### Given records
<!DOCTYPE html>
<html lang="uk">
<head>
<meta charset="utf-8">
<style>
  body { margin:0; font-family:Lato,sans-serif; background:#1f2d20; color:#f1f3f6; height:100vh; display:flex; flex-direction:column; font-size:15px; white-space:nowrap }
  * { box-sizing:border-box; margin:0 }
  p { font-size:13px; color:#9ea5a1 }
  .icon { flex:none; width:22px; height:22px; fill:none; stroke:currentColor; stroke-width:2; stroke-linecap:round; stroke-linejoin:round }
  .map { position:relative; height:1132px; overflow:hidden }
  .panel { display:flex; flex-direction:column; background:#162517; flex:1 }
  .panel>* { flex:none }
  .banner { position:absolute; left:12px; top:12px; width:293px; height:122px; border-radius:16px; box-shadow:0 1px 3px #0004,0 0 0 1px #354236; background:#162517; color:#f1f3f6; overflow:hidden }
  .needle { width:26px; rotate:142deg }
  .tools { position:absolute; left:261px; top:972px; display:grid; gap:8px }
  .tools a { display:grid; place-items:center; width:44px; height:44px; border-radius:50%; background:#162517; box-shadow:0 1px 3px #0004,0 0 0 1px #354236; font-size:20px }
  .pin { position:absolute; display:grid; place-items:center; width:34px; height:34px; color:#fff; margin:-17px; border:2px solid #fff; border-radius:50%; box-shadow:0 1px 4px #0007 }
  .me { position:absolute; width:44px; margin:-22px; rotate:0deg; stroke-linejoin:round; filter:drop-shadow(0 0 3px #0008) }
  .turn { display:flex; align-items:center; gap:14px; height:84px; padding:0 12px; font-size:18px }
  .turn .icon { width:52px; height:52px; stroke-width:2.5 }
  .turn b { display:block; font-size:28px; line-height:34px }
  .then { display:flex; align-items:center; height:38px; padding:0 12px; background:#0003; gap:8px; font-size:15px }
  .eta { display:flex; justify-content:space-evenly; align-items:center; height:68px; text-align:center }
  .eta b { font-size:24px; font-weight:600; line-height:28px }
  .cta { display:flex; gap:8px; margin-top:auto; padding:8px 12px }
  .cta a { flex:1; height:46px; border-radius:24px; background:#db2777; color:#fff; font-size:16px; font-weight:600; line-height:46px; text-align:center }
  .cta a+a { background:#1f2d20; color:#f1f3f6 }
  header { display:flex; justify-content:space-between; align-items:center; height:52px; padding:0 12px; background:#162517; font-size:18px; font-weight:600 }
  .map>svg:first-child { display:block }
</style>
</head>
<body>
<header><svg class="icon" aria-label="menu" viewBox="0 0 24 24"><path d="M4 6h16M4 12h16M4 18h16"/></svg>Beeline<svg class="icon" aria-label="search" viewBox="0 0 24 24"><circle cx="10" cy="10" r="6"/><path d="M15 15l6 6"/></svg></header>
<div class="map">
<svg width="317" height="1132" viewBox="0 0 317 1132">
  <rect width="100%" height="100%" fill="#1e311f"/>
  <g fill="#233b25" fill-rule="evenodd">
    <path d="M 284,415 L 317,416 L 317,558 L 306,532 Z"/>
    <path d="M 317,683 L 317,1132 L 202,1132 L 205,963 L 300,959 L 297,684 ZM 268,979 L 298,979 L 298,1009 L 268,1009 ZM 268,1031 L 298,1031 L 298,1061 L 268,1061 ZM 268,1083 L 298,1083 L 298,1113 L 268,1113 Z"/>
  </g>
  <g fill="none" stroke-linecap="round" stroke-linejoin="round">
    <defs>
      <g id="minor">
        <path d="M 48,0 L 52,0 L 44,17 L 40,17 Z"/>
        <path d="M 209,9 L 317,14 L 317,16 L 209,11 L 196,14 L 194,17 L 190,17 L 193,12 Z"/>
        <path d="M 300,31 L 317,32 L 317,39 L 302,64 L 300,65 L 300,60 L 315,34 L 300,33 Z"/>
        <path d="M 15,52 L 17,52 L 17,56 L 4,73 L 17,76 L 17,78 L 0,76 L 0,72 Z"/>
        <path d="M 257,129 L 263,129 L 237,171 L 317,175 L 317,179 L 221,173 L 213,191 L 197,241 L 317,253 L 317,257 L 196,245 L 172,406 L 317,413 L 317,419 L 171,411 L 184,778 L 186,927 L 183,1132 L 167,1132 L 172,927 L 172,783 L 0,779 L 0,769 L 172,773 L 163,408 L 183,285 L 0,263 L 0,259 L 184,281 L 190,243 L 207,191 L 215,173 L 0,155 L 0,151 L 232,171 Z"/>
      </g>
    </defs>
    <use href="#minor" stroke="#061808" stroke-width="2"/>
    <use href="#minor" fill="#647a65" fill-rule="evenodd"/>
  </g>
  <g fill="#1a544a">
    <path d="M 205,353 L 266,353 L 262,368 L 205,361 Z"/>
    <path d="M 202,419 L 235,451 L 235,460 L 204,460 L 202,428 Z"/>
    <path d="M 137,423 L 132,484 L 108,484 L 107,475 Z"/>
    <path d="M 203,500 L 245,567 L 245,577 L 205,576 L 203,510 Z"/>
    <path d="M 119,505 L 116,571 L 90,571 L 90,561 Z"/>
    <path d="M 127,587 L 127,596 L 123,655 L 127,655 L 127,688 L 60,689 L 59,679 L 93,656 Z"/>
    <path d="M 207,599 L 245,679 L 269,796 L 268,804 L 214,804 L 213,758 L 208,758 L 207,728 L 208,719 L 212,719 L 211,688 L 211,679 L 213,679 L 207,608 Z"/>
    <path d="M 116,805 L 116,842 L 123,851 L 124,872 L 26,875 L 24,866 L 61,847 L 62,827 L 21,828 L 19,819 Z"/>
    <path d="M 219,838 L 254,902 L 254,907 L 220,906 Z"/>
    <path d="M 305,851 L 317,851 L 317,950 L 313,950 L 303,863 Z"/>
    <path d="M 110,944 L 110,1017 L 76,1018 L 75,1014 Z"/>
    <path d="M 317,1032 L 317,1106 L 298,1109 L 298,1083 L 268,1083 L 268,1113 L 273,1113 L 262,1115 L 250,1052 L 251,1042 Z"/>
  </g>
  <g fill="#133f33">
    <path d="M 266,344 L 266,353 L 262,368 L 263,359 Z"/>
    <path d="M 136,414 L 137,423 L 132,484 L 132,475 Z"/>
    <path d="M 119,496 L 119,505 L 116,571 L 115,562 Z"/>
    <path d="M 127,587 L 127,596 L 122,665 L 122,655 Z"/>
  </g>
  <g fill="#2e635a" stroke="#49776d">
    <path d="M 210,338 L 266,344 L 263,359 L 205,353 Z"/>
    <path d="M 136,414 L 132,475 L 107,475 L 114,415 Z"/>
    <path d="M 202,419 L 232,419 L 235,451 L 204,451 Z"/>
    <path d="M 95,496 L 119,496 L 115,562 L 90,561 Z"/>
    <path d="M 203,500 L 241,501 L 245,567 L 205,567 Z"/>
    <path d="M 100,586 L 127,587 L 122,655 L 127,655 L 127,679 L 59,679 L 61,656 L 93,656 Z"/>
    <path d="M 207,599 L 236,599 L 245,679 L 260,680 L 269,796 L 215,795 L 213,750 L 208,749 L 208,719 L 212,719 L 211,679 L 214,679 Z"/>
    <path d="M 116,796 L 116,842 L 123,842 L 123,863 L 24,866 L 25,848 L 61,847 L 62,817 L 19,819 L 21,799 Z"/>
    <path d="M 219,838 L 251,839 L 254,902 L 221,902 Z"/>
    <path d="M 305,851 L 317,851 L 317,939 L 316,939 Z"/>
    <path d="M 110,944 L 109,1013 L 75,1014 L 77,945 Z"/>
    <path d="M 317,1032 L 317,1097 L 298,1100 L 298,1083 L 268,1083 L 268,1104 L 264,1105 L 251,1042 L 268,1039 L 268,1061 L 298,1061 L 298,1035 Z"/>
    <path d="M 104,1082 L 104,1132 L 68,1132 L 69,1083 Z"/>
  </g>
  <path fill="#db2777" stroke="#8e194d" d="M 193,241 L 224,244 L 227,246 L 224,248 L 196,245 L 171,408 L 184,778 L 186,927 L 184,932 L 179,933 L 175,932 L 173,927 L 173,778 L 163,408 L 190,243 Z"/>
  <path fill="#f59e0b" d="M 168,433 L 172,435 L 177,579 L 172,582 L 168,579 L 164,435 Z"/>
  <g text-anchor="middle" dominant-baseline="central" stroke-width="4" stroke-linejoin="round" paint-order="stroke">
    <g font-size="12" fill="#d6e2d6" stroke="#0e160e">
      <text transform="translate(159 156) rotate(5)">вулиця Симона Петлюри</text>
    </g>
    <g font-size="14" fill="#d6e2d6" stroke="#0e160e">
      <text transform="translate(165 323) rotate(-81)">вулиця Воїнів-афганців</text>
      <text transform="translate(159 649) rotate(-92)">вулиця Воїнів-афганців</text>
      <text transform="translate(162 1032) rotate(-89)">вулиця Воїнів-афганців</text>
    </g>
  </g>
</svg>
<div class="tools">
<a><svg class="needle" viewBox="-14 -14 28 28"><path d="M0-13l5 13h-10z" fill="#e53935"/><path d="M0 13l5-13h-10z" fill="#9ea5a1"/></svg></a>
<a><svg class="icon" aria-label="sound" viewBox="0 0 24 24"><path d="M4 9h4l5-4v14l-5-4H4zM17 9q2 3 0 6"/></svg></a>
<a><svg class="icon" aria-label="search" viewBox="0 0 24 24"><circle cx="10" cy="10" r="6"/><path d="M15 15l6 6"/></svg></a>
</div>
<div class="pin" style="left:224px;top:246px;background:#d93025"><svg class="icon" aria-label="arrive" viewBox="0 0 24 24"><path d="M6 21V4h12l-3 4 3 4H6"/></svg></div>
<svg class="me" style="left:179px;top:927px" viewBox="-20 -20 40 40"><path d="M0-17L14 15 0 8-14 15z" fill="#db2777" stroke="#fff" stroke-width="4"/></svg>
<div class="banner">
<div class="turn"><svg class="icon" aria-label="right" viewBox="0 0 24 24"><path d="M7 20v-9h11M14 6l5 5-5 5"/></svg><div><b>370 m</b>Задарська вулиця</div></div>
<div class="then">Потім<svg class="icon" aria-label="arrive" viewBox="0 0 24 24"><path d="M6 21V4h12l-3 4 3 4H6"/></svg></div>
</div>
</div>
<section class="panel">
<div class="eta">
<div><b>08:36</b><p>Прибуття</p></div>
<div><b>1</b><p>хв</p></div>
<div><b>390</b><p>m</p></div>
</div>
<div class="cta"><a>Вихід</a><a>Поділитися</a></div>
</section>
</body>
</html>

### Assignment
Write out exactly the lines from the start of the material through the line with "flex:none; width:22px; height:22px;". No other output is expected.

### Written response
<!DOCTYPE html>
<html lang="uk">
<head>
<meta charset="utf-8">
<style>
  body { margin:0; font-family:Lato,sans-serif; background:#1f2d20; color:#f1f3f6; height:100vh; display:flex; flex-direction:column; font-size:15px; white-space:nowrap }
  * { box-sizing:border-box; margin:0 }
  p { font-size:13px; color:#9ea5a1 }
  .icon { flex:none; width:22px; height:22px; fill:none; stroke:currentColor; stroke-width:2; stroke-linecap:round; stroke-linejoin:round }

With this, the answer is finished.